Sanjay Manjrekar said that Hanuma Vihari's restraint had helped him bat the long hours.
"But in the end, he batted for four hours. So, you need to give credit to Hanuma Vihari. He is mild-natured but he was a symbol of patience," added Manjrekar.
Manjrekar also explained that Hanuma Vihari and Ravichandran Ashwin's defensive batting was a lesson for all the Indian batsmen for the Brisbane Test.
"Both Ashwin and Vihari showed one thing for the next Test match, that how you can defend. If you see Hanuma Vihari, he plays mostly on the back foot and stays inside the crease and doesn't come too far forward. And the manner in which Ashwin played Nathan Lyon, brilliant," stated Manjrekar.
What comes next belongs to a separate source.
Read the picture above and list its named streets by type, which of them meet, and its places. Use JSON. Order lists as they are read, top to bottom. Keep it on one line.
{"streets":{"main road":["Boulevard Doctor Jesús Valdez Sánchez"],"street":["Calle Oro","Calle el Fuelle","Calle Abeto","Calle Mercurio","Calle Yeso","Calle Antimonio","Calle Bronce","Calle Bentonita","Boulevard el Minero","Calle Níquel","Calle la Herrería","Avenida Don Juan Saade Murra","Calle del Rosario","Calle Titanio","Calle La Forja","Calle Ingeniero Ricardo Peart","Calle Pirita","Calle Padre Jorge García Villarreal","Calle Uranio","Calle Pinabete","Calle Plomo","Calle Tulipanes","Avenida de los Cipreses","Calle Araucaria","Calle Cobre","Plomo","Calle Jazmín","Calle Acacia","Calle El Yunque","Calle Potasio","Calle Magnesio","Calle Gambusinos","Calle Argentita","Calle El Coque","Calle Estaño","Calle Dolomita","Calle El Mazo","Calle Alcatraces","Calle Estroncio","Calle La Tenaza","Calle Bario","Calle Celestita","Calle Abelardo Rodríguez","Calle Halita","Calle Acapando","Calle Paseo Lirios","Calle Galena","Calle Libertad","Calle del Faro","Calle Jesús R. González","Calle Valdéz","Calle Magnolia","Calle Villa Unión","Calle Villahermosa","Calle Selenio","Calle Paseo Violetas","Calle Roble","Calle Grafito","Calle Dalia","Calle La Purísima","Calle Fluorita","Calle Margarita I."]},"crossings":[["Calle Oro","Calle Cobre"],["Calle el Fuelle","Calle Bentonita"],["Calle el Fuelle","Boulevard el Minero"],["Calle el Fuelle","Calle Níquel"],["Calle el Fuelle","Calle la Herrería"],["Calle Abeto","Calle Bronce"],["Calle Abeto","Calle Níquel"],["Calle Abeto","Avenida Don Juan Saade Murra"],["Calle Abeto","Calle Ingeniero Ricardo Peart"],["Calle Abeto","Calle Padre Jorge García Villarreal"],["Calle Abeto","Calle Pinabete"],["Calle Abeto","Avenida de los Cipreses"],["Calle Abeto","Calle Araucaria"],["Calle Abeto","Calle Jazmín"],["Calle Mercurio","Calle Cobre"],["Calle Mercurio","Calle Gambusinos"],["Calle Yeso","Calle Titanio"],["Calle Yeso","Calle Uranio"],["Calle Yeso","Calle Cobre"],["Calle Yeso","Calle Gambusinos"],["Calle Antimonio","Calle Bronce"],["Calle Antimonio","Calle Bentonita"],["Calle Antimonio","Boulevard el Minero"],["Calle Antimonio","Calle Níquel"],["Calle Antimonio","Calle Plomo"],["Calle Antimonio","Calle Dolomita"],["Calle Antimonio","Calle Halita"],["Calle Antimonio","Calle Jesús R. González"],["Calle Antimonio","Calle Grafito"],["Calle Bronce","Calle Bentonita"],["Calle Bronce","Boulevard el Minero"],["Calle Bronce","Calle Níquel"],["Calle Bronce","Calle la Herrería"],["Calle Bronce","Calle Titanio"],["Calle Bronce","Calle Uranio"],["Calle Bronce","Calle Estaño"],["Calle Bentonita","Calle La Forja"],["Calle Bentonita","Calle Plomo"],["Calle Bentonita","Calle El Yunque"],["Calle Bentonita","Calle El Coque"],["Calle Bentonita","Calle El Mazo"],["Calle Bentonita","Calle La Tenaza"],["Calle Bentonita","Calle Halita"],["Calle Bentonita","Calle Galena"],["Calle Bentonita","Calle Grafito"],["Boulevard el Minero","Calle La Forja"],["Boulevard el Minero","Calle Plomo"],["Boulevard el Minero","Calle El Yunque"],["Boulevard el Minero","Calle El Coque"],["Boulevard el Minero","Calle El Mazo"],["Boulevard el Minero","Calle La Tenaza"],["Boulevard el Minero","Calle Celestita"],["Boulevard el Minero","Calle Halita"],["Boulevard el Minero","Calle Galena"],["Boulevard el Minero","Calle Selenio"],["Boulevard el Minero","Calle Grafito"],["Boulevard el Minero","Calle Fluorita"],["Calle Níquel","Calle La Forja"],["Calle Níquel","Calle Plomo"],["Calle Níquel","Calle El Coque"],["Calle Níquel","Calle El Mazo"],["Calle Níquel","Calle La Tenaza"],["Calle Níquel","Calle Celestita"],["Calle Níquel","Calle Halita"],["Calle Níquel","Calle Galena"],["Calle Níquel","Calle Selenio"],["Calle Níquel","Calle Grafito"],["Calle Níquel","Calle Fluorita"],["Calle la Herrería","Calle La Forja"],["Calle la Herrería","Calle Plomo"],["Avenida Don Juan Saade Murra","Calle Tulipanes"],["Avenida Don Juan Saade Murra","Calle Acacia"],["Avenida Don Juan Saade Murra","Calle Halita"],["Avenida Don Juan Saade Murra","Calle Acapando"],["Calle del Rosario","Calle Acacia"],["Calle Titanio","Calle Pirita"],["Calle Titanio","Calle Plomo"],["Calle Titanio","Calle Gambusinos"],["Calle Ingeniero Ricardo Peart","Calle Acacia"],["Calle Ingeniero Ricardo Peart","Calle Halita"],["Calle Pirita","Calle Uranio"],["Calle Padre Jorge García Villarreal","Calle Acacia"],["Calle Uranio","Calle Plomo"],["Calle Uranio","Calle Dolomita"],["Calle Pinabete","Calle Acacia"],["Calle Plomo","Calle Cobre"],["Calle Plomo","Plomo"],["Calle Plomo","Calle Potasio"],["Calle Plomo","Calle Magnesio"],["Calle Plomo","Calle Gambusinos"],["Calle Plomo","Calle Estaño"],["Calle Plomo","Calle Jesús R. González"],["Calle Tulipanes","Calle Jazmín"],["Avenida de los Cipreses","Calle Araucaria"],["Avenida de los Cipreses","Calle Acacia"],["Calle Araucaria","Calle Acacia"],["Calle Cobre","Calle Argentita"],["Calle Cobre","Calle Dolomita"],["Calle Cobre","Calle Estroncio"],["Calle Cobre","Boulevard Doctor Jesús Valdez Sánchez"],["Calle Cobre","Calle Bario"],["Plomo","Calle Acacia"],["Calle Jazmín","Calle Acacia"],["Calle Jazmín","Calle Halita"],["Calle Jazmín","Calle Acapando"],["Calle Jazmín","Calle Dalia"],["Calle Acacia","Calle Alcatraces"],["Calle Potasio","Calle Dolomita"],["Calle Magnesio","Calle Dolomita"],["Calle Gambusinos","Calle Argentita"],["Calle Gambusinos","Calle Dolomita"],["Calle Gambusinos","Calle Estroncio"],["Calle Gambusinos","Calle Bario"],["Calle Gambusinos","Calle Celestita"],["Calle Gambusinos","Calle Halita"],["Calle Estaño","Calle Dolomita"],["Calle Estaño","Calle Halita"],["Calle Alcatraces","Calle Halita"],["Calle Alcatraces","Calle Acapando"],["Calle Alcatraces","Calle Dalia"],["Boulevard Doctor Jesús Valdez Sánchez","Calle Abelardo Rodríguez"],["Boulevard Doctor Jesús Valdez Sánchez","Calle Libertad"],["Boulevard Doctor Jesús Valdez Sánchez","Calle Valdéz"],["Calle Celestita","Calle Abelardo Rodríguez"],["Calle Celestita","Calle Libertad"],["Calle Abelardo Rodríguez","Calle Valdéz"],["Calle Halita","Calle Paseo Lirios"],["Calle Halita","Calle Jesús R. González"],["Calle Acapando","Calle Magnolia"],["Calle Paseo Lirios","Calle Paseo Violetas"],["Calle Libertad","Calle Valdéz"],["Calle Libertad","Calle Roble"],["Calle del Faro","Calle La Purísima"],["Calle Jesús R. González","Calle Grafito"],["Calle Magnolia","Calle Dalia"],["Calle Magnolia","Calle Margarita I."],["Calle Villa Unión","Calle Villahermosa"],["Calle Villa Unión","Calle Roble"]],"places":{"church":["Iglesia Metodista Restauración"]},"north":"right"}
Hanuma Vihari's bat did the talking: Ajit Agarkar
Ajit Agarkar was asked about Ravichandran Ashwin reacting to the Aussies chirping behind the wickets, while Hanuma Vihari was not even looking towards them.
The former Indian pacer responded that there was no need for Vihari to utter a word as his bat did all the talking.
"There is no need to react when you are doing the work with your bat. Some people like to talk while others do not. If it doesn't help someone's cricket, then he should stay quiet. And he did his job with the bat, so there was no need to talk as Australia came to know without that," said Agarkar.
Hanuma Vihari joined Cheteshwar Pujara in the middle with India needing to bat out more than 52 overs to secure a draw. He injured his hamstring while taking a quick single a few overs into his innings, and lost the company of Pujara soon thereafter.
However, he maintained his calm and composure as he played out the remaining 43 overs in the company of Ashwin to help India walk away with a memorable draw.